Drilling time was 11 days and when completed, the well flowed at 433 BOPD, 144 MCFD, and zero BWPD.

Before being unitized in 9/2019, this well had produced 586,730 BO and 398,766 MCF, netting approximately $17 million after royalty and severance tax.

After 75 months, it was still flowing at 40% of its peak rate.

The 10 wells completed and reported under lease No. 10786 have produced a total of nearly 3.7 MMBO and 4.7 BCF. Assuming $40/bbl of oil and $2/MCF of gas, these 10 wells have netted about $110 million, at an estimated drilling and completion cost of $20 million (8,200-foot median TD).

 

They all have gentle decline rates similar to the discovery well.

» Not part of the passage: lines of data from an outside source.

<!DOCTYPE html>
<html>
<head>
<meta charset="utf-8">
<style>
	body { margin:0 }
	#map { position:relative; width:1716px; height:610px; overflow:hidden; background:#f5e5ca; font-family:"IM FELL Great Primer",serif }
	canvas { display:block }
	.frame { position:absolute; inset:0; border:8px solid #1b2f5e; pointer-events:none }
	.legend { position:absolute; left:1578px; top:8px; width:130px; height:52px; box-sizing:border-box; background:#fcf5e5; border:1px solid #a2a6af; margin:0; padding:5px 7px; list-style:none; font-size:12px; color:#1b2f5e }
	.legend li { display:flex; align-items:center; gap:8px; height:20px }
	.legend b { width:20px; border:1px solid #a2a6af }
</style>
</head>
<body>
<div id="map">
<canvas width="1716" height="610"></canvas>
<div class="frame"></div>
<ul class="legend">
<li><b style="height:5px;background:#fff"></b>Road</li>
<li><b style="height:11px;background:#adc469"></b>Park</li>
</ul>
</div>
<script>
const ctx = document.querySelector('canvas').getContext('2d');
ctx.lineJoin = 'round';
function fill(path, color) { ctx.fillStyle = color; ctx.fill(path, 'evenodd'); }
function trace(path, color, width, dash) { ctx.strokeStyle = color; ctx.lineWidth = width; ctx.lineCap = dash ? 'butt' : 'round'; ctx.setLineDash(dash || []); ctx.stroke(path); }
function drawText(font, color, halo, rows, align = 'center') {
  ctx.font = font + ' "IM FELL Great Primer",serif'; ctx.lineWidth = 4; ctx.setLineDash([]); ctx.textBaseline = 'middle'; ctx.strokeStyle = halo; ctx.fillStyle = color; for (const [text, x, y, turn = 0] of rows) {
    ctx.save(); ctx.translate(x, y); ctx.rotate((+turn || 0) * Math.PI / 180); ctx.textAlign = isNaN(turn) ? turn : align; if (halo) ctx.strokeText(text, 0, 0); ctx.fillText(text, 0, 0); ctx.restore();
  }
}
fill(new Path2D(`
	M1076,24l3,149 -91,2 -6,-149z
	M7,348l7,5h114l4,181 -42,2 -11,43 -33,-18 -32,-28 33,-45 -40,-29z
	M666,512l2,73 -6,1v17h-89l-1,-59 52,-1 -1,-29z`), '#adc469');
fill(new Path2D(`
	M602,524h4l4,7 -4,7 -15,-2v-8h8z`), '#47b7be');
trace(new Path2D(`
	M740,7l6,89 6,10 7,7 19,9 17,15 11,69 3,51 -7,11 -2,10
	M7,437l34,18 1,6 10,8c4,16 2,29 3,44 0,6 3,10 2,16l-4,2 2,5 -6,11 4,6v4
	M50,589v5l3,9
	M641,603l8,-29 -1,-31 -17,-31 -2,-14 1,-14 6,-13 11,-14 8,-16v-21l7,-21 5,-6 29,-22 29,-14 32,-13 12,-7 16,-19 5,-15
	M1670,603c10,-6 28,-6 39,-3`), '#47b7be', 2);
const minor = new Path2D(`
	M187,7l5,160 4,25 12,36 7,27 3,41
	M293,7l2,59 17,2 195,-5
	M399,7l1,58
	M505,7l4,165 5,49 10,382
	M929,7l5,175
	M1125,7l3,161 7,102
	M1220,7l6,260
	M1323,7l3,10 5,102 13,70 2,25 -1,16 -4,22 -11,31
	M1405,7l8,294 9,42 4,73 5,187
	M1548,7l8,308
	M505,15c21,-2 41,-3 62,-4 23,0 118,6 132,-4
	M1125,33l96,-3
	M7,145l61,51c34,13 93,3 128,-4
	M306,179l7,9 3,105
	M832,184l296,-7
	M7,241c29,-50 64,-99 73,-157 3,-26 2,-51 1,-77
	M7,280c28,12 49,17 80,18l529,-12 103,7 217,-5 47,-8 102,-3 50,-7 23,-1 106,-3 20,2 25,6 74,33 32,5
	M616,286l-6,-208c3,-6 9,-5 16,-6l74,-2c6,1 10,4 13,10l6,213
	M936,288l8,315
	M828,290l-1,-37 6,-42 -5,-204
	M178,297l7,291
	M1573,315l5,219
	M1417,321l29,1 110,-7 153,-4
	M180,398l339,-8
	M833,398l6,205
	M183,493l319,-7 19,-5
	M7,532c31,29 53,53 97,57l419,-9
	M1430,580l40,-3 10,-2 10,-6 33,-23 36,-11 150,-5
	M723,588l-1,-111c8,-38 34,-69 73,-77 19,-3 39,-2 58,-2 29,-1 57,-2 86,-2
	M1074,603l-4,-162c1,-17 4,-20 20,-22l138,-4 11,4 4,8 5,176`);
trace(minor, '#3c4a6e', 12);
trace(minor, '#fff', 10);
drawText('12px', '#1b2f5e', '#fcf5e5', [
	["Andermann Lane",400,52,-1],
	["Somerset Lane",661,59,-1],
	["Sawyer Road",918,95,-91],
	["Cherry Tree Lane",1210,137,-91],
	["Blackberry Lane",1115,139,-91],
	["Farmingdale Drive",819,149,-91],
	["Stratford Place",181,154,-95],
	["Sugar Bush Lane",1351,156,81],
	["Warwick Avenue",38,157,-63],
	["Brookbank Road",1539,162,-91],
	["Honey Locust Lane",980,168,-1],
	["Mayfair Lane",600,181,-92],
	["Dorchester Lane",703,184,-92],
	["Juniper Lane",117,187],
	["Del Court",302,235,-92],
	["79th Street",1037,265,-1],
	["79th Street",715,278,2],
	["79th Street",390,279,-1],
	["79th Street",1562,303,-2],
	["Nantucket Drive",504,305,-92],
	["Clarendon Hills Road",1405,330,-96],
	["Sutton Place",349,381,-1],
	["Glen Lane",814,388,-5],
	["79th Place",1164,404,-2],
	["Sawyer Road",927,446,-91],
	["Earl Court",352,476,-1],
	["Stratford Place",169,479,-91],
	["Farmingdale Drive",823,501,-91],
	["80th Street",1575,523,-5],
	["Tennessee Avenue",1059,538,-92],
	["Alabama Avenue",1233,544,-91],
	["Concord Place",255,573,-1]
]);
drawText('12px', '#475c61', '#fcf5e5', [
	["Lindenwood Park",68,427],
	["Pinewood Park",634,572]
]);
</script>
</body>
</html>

The best Lower Wilcox well in Sinor Nest field has netted nearly $22 million, whereas the best Eagle Ford well in the immediate area netted just more than $10 million.

The massive amount of seismic and new open hole log data collected in unconventional plays should be valued as the foundation on which to build aggressive interpretation workflows targeted on conventional opportunities.

As climate concerns become more embedded in oil & gas industry strategies (check out the Oil and Gas Climate Initiative), it would also make sense to task so-called redundant geoscience teams with finding mature fields that have reservoirs suitable for the storage of greenhouse gases.

Universities

We have had at least five major pricing disruptions in the oil & gas industry since I first started working for Gulf Oil in 1972.

If, in September of 1979, an incoming freshman had seen the price increase in oil and had elected a geoscience or petroleum engineering major in the expectation that she could profit from this, by January 1986—one or two years into her career if she had pursued a master’s degree—she would be staring into the abyss of an oil market in free fall.

This scenario has been repeated several times and I would guess that many recent graduates are now second-guessing their choice of major.

This is a problem because hiring in the industry has not kept pace with retirements due to an aging workforce. We need new blood to keep our industry moving forward.

Our industry will continue to produce oil & gas for the foreseeable future, but that future will undoubtedly include meaningful steps to address climate change.

Total resource life cycle accountability is an issue that motivates a large percentage of student geoscientists. Companies who will be hiring through this cycle and the next must create positions and career paths that are intelligently funded by more than produced oil & gas revenues.

The future will resolve itself in both predictable and unforeseen ways, but going forward, perhaps we need to flip uniformitarianism on its head and ask, “Is the past the key to the present?”